Abstract

We conducted a cross-sectional survey to determine the relative course of patients with end-stage renal disease (ESRD) and human immunodeficiency virus (HIV) infection sustained on maintenance hemodialysis. All 34 patients with ESRD and HIV infection receiving hemodialysis in one hospital-based and three community-based outpatient hemodialysis facilities in Brooklyn, NY, were studied. We documented their known duration of HIV infection, duration of ESRD, and hemodialysis prescription, and noted the presence of clinical acquired immunodeficiency syndrome (AIDS).
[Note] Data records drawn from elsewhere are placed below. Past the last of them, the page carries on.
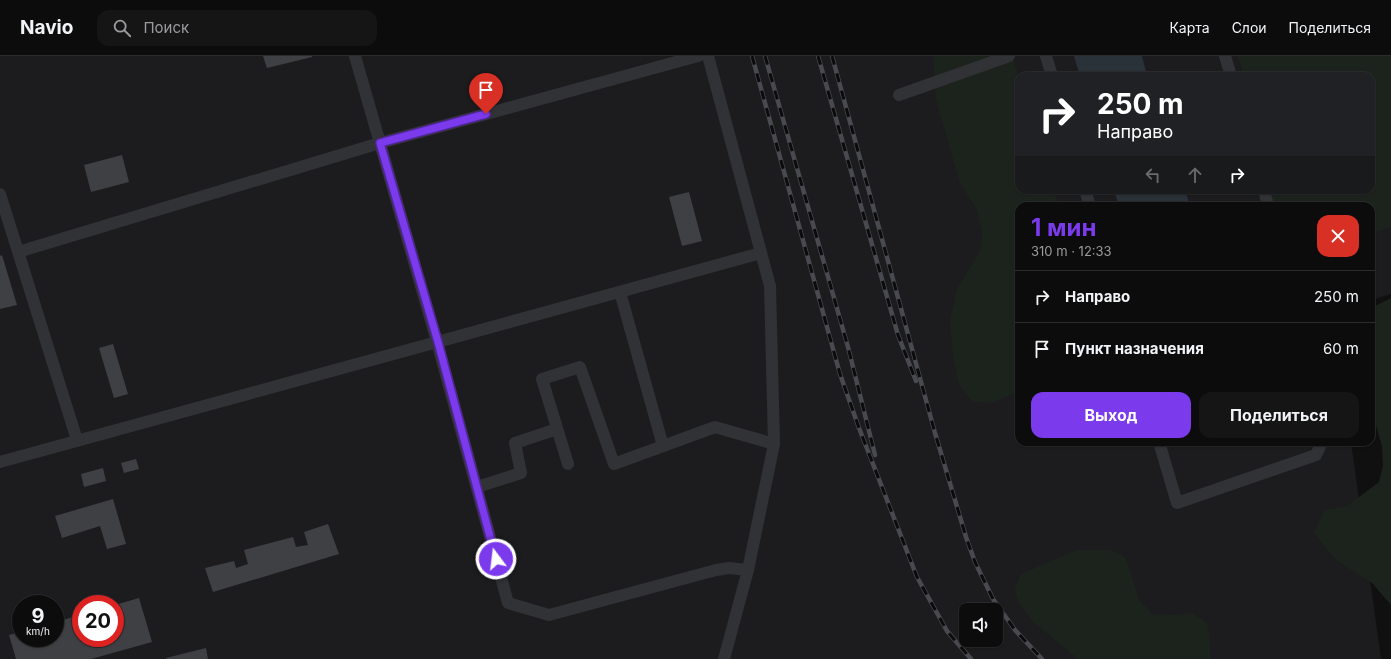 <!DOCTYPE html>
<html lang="ru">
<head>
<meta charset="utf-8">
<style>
  :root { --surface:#0c0c0d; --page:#151516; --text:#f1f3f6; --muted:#9a9b9d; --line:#2c2c2e; --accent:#7c3aed }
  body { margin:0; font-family:Inter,sans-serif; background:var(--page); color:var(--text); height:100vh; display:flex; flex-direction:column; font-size:15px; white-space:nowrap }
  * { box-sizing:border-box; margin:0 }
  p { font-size:13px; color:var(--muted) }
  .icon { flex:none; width:22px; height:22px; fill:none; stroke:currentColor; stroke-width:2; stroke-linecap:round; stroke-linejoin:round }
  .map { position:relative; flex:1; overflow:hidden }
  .drawer { position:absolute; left:1015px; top:146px; width:360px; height:244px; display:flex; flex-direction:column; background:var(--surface); border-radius:12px; box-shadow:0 1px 3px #0004,0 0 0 1px var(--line) }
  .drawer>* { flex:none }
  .hud { position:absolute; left:1015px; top:16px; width:360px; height:122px; border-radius:12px; box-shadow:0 1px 3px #0004,0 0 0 1px var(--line); background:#202124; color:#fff; overflow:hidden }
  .fabs { position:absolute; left:959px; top:547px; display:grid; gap:8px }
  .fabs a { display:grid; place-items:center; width:44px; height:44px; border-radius:8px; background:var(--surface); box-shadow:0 1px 3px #0004,0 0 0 1px var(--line); font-size:20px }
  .speed { position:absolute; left:12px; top:539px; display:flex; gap:8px; font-size:20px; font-weight:700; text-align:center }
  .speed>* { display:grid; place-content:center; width:52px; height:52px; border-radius:50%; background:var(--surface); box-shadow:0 1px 3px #0004,0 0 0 1px var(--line); line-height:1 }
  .speed small { font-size:10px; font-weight:400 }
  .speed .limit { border:6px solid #d22; background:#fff; color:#111 }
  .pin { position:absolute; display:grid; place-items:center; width:34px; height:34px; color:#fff; margin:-41px -17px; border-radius:50% 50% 50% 0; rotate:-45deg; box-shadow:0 0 4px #0007 }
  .pin .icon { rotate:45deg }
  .me { position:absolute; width:44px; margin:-22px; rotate:345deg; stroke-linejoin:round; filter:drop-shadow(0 0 3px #0008) }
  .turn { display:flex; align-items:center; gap:14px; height:84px; padding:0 16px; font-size:18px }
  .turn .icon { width:52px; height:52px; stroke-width:2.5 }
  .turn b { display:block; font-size:28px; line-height:34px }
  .lanes { display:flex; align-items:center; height:38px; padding:0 16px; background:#0003; justify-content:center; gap:20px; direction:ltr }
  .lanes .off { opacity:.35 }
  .round { display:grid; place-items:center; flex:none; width:42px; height:42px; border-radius:12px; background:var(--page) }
  .summary { display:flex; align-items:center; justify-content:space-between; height:68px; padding:0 16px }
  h1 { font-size:24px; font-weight:700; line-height:30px; color:var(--accent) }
  .button { display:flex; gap:8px; margin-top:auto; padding:8px 16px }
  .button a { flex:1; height:46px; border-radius:12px; background:var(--accent); color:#fff; font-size:16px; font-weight:700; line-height:46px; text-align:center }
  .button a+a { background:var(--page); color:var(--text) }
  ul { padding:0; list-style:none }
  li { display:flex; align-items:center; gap:12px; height:52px; padding:0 16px; border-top:1px solid var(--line) }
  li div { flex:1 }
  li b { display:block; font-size:15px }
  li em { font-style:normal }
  header { display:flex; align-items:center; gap:24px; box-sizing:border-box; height:56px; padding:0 20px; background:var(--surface); border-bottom:1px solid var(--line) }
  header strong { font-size:19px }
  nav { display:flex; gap:22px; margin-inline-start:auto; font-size:14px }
  .search { width:280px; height:36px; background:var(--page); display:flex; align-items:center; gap:10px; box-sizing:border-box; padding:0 14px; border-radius:12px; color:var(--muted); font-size:15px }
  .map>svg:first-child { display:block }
  .built { fill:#1c1c1e; fill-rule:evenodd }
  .green { fill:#1c231d }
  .water { fill:#2a3239 }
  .building { fill:#3f4044 }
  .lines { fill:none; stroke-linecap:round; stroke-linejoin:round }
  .minor { stroke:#313236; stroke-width:12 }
  .rail-casing { stroke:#484a4f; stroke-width:4.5 }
  .rail { stroke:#0b0b0c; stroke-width:3; stroke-dasharray:9; stroke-linecap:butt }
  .route-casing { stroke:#51269a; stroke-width:10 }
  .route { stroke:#7c3aed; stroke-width:7 }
</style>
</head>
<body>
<header>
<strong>Navio</strong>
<div class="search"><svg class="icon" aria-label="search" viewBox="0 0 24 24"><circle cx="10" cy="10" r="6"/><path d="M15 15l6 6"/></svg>Поиск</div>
<nav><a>Карта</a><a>Слои</a><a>Поделиться</a></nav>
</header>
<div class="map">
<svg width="1391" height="603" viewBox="0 0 1391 603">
  <rect width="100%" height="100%" fill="#101011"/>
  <path class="built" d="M0,0H1391V238L1371,244V150H1019V386H1351L1381,603H0ZM1019,20H1371V134H1019ZM21,548H55V582H21ZM81,548H115V582H81ZM966,554H996V584H966Z"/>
  <path class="green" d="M933,0H1012L1019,22V134H1054L1059,150H1019V335L993,347L973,346L959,329L953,300L950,265L957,233L980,195L982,176L976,152L960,127L936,43Z
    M1238,0H1391V171L1371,177V150H1273L1267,134H1371V20H1244Z
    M1391,242V549L1372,527L1336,504L1314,477L1324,454L1347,450L1379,426L1383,410L1382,390L1371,352V252Z
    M1077,494H1110L1126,502L1139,544L1153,558L1174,559L1192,557L1207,567L1210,587V603H1078L1034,567L1018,546L1015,532L1021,518Z"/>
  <path class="water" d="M1074,0H1142L1147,20H1080Z
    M1114,134H1185L1190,150H1119Z"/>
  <path class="building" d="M263,0H312V1L267,12Z
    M122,99L129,126L91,136L84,109Z
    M689,136L702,185L682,190L669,141Z
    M2,199L17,249L0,253V200Z
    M113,288L128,338L114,342L99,292Z
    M136,403L139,413L124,417L121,407Z
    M103,412L106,425L84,431L81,418Z
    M113,443L126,488L107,493L100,470L62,482L55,460Z
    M328,468L339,498L213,536L205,512L234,505L236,512L248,508L244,494L293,481L296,491L308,489L304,476Z
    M139,542L152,586L91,603H16L9,579L21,576V582H55V566L81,559V582H115V549Z
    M206,592L208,603H166V602Z"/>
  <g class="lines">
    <path class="minor" d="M355,0L437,286L508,547L549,559L716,514L729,512L748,514
      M708,0L770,230L774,388L748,514L724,603
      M1046,0L1052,20
      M1225,0L1231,20
      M899,39L1009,0
      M1085,134L1090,150
      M1264,134L1268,150
      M0,138L77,384
      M18,196L380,87L698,0
      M620,236L663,390
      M1159,386L1177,447L1316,399L1322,386
      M0,406L761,197
      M568,408L542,323L580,311L614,408L715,371L774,388
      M477,431L521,417L515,387L557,373"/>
    <g class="rail-casing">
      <path id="rail" d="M752,0L840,318L859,372L917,521L947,575L971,603
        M765,0L848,291L875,399
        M818,0L898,279L916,325
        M832,0L935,377L966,481L975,506L993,543L1015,574L1042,603"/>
    </g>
    <use href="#rail" class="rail"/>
  </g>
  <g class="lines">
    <g class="route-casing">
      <path id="route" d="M486,58L380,87L438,286L496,503"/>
    </g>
    <use href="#route" class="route"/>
  </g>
</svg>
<div class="fabs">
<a><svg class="icon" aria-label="sound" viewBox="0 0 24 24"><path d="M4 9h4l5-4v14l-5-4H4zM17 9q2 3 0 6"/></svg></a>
</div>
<div class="speed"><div>9<small>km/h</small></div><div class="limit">20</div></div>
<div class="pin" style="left:486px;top:58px;background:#d93025"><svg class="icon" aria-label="arrive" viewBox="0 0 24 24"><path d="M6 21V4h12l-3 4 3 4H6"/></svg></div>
<svg class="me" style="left:496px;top:503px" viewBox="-20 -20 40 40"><circle r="17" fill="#7c3aed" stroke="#fff" stroke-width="3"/><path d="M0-11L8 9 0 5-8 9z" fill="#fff"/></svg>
<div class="hud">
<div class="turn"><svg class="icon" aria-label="right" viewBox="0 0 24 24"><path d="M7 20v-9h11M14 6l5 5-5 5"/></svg><div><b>250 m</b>Направо</div></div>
<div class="lanes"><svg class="icon off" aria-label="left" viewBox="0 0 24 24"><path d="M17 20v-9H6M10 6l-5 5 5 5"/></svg><svg class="icon off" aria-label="ahead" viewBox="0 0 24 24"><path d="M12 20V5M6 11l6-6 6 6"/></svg><svg class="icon" aria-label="right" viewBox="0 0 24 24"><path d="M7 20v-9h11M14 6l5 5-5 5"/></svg></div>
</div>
<section class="drawer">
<div class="summary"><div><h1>1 мин</h1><p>310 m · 12:33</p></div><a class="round" style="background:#d93025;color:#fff"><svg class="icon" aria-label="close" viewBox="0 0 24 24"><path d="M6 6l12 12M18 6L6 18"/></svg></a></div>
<ul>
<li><svg class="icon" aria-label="right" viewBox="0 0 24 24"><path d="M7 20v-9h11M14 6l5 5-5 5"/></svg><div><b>Направо</b></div><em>250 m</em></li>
<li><svg class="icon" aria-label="arrive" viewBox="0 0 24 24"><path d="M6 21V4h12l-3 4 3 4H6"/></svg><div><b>Пункт назначения</b></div><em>60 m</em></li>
</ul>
<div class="button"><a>Выход</a><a>Поделиться</a></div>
</section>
</div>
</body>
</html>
Total CD 4 count, serum albumin concentration, and percent reduction of urea (predialysis blood urea nitrogen minus postdialysis blood urea nitrogen, divided by predialysis blood urea nitrogen × 100) were measured. The 34 study subjects (26 men and eight women) included 31 blacks (91%) and three Hispanics (9%) with a mean age of 42 ± 7.5 years, 29 (85%) of whom had AIDS. Twenty subjects (59%) had a history of intravenous drug abuse. Only six subjects (18%) were receiving an antiretroviral drug (zidovudine = five, dideoxyinosine = one). In 23 subjects (68%), AIDS was diagnosed prior to ESRD and was presumed to be the cause of renal failure (HIV-associated nephropathy). The mean known duration of HIV infection was 50.5 ± 34 months (median, 48 months); the mean duration of ESRD was 57 ± 50 months, the mean total CD 4 count was 140 ± 150 cells/μL (median, 70 cells/μL), the mean hematocrit was 28% ± 5%, and the mean serum albumin concentration was 3.5 ± 0.37 g/dL. All subjects were receiving erythropoietin for anemia correction. The mean length of the prescribed thrice-weekly hemodialysis sessions was 3.5 ± 0.4 hours. Our results suggest that the survival of many ESRD patients with HIV infection receiving hemodialysis has improved compared with the uniformly dismal survival rate reported in the 1980s. Decisions on whether to initiate renal replacement therapy in patients with AIDS and advanced renal failure should be individualized because the combination of ESRD and HIV infection does not necessarily signal near-term death.